Designing barns that keep your Heifers healthy
Charlene M. Shupp Espenshade Special Sections Editor Charlene Shupp Espenshade

A heifer barn can determine the quality of the cow as she heads to the milking herd.

Management of heifers, access to feed and water, air quality and comfort are just a few of the considerations when designing a heifer facility.

Dan McFarland and John Tyson, agricultural engineers for Penn State Extension, discussed barn design during a recent Technology Tuesday webinar.

“The goal of these facilities are to produce an environment and management opportunity to raise healthy, well-grown dairy replacements that are ready to enter the milking herd between 22 and 24 months of age,” McFarland said.

Heifer housing should follow the same principles as dairy cow housing. The heifers need a clean, dry and comfortable resting area, confident footing, protection from weather extremes, access to feed and water, draft protection and excellent air quality.

Heifers should be grouped by age and size. Transition calves should be 5 to 6 months old before heading into group housing.

If calves have not been housed in groups before, the groups should be small so the transition calves can adapt.

McFarland recommends bedded packs for these transition calves. They need deep bedding to stay warm, especially during the winter months.

For older heifers, consider group spacing, reproduction and health management, and ration needs.

McFarland described different housing systems. Barns with bedded pack pens allow stocking variability and will handle short-term overcrowding. However, a lot of bedding is required to maintain a dry resting area.

Spacing should increase as the heifers grow. “The thing to keep in mind is wherever the animals feed … we do not consider it a resting area,” he said.

Freestalls make efficient use of space, McFarland said, but they are not recommended for transition calves.

“They don’t adapt well to that and, unless heavily bedded, (freestalls) do not provide good heat preservation,” he said.

Unlike bedded pack pens, stall size and number will determine how many heifers can be grouped together.

“An important thing to remember is that the stalls in a group should reflect the heifers leaving a group” to accommodate their larger size, McFarland said. The other elements in the area should be adjusted for the smaller animals.

All barn systems have to provide easy access to feed. Heifers under a year old need at least 18 inches of feeder per animal. Yearlings will need about 2 feet.

Transition calves work better with slant bar feeders. Headlocks also provide easy restraint of the group for health management. For the other groups, “Use the appropriate headlocks for the heifer size,” McFarland said.

Heifers might not get the same attention as cows, but they still need regular access to feed. “We always want to keep feed in reach,” McFarland said.

Heifers can push feed out as they eat. Feed push-up is needed for a flat bunk. Some farmers use a J-bunk to help keep feed in front of the heifers.

Waters need to be installed at the right height for each group. McFarland recommends a waterer that is easy to clean and frost free.

He suggests the waterer be installed at the intersection of the feeding and bedding areas.
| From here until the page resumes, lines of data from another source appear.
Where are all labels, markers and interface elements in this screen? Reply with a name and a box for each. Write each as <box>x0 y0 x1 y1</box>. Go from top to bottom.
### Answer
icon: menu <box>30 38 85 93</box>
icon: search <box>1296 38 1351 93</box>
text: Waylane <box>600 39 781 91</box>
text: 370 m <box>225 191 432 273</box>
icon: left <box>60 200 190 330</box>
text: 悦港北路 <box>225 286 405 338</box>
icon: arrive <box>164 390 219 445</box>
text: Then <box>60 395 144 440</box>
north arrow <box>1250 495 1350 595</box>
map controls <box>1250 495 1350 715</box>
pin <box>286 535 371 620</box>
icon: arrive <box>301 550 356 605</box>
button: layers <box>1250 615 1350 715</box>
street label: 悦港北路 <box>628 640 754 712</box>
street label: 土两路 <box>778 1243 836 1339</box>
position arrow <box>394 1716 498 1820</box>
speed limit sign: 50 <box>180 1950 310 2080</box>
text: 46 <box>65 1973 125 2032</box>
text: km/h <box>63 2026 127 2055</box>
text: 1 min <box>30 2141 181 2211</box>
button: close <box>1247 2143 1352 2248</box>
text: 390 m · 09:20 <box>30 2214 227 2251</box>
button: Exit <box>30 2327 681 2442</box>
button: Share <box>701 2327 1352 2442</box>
The waterer should be fenced off so the heifers can drink only from the feeding area to keep the bedded pack dry.

Textured floor surfaces with grooves can provide confident footing for heifers. McFarland discourages slotted floors for heifers 6 months and younger.
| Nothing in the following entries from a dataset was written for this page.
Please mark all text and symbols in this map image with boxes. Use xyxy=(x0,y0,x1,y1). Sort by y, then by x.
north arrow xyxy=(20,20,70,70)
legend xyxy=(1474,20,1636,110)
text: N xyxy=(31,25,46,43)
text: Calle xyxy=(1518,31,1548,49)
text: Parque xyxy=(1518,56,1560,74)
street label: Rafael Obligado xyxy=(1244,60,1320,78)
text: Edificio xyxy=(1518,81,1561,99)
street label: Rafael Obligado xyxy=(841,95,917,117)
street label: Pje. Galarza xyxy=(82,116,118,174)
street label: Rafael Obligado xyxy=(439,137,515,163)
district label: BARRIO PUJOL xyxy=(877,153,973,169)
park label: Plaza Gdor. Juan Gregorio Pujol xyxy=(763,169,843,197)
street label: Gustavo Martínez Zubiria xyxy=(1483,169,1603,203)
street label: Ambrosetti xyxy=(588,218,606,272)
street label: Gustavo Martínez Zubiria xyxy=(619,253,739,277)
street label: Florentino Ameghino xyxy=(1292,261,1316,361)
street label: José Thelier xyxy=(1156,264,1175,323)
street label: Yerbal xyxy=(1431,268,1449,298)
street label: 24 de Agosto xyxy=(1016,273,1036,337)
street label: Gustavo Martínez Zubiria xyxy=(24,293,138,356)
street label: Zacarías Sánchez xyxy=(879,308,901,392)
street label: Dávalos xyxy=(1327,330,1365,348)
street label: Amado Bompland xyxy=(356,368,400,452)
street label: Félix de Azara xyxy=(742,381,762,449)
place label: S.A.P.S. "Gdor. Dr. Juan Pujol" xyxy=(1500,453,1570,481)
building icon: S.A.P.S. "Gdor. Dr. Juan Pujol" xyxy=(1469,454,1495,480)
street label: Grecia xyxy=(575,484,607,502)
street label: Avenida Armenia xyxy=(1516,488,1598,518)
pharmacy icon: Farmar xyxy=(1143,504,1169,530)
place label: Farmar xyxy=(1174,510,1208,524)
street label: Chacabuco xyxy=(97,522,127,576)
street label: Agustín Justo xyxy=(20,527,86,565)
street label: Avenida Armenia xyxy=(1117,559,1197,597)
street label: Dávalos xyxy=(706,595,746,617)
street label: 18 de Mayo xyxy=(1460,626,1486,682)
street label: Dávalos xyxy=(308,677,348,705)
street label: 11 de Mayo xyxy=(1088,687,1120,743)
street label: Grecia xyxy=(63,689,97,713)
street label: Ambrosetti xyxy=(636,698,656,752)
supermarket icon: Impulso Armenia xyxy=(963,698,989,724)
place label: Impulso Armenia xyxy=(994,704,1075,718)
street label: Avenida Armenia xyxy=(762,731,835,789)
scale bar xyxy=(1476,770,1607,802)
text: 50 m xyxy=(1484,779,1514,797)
Tyson said the idea of ventilation is to move fresh air into a barn to improve air quality. The air inside the barn should equal what is outside.

Most heifer barns use natural ventilation to manage air quality, though it’s ideal to maximize airflow and sun exposure.
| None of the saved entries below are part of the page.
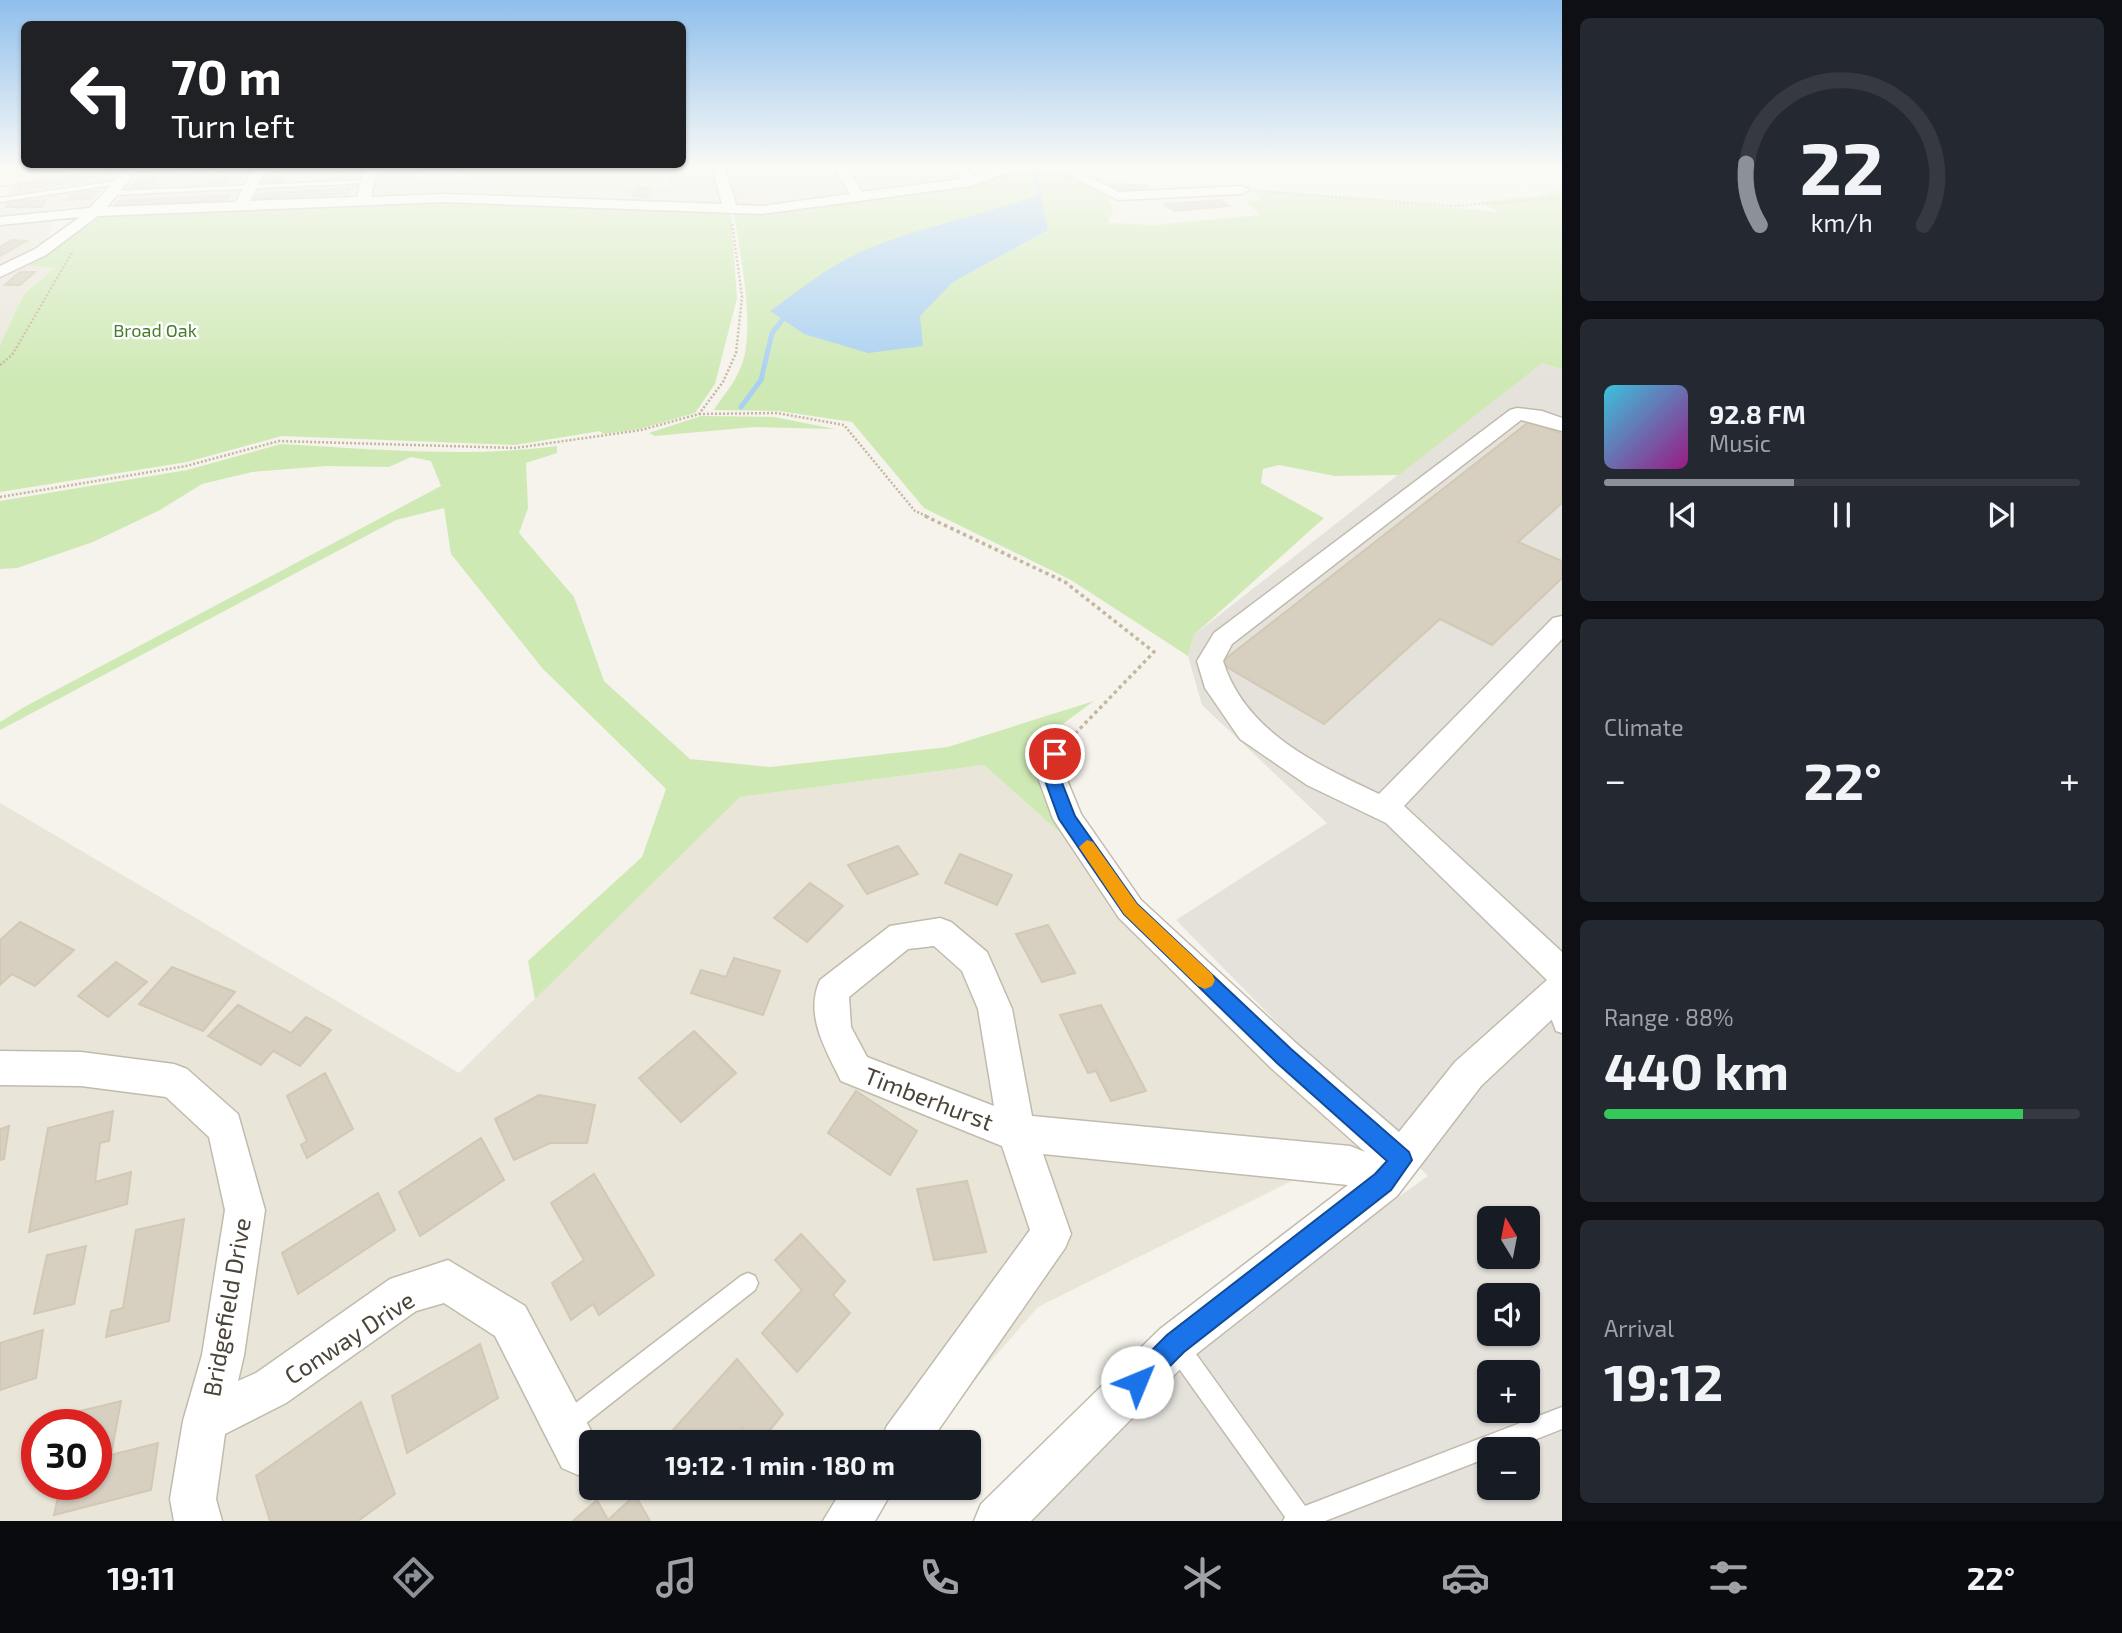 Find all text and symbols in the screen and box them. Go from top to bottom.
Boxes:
text: 70 m [171,46,282,105]
icon: left [56,49,147,140]
text: Turn left [171,106,295,144]
text: 22 [1800,123,1884,211]
text: km/h [1811,207,1873,237]
park label: Broad Oak [113,319,197,341]
text: 92.8 FM [1709,398,1806,429]
text: Music [1709,429,1771,457]
icon: previous [1664,496,1702,534]
icon: pause [1823,496,1861,534]
icon: next [1982,496,2020,534]
text: Climate [1604,713,1684,741]
pin [1025,724,1085,784]
icon: arrive [1036,735,1074,773]
text: 22° [1803,748,1882,810]
text: − [1604,756,1626,802]
text: + [2059,756,2080,802]
text: Range · 88% [1604,1003,1733,1031]
text: 440 km [1604,1038,1789,1100]
street label: Timberhurst [860,1060,998,1136]
north arrow [1477,1206,1540,1269]
map controls [1477,1206,1540,1500]
street label: Bridgefield Drive [196,1215,256,1399]
button: sound [1477,1283,1540,1346]
street label: Conway Drive [279,1284,419,1390]
text: Arrival [1604,1314,1674,1342]
position arrow [1100,1345,1174,1419]
text: 19:12 [1604,1349,1723,1411]
button: + [1477,1360,1540,1423]
speed limit sign: 30 [21,1409,112,1500]
button: − [1477,1437,1540,1500]
text: 19:12 · 1 min · 180 m [665,1449,895,1480]
icon: directions [389,1553,438,1602]
icon: music [652,1553,701,1602]
icon: phone [915,1553,964,1602]
icon: climate [1178,1553,1227,1602]
icon: car [1441,1553,1490,1602]
icon: filters [1704,1553,1753,1602]
text: 19:11 [107,1558,176,1596]
text: 22° [1967,1558,2015,1596]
“But what I have often said is topography wins,” Tyson said. The site, rather than ideals, determine the placement of a new barn.

Farmers should understand local wind patterns and consider how the sun will hit the barn during different seasons to best manage heifer comfort.

The design, especially with younger heifers, will need to protect the animals from drafts or ventilation swirls, Tyson said.

The barn also has to adjust for seasonal weather conditions. He encourages automated controls and sidewall curtains to provide a quick response to changing weather conditions.

“We can’t change the direction of the wind on any given farm, but we can adjust those openings and the barn’s orientation to take advantage of what Mother Nature is giving us,” Tyson said.

Farmers and farmworkers should have easy access to the pens. Cow pens can have pass throughs, or slots where farmers can easily walk but cows cannot. Heifer barns will require a gated access.

McFarland has also included an alleyway at the back of the pens in his plan designs for farmers to get easy access to individual pens.

Many farmers will skip the feature to save on building costs, but several have expressed regrets for failing to include the feature, he said.

“It is also a way to keep (the heifers) away from the curtain” to prevent them from chewing on it, McFarland said.

Headlocks work well for restraining heifers, but a farmer might want to consider catch pens in the bedded packs or a dedicated space in the barn with a work chute to sort animals for health checks.

When building a new barn, other elements to consider include lighting, manure handling and storage, footbaths, and cleaning.

Penn State Extension has heifer facility designs that can be reviewed for ideas when considering a new heifer facility, McFarland said.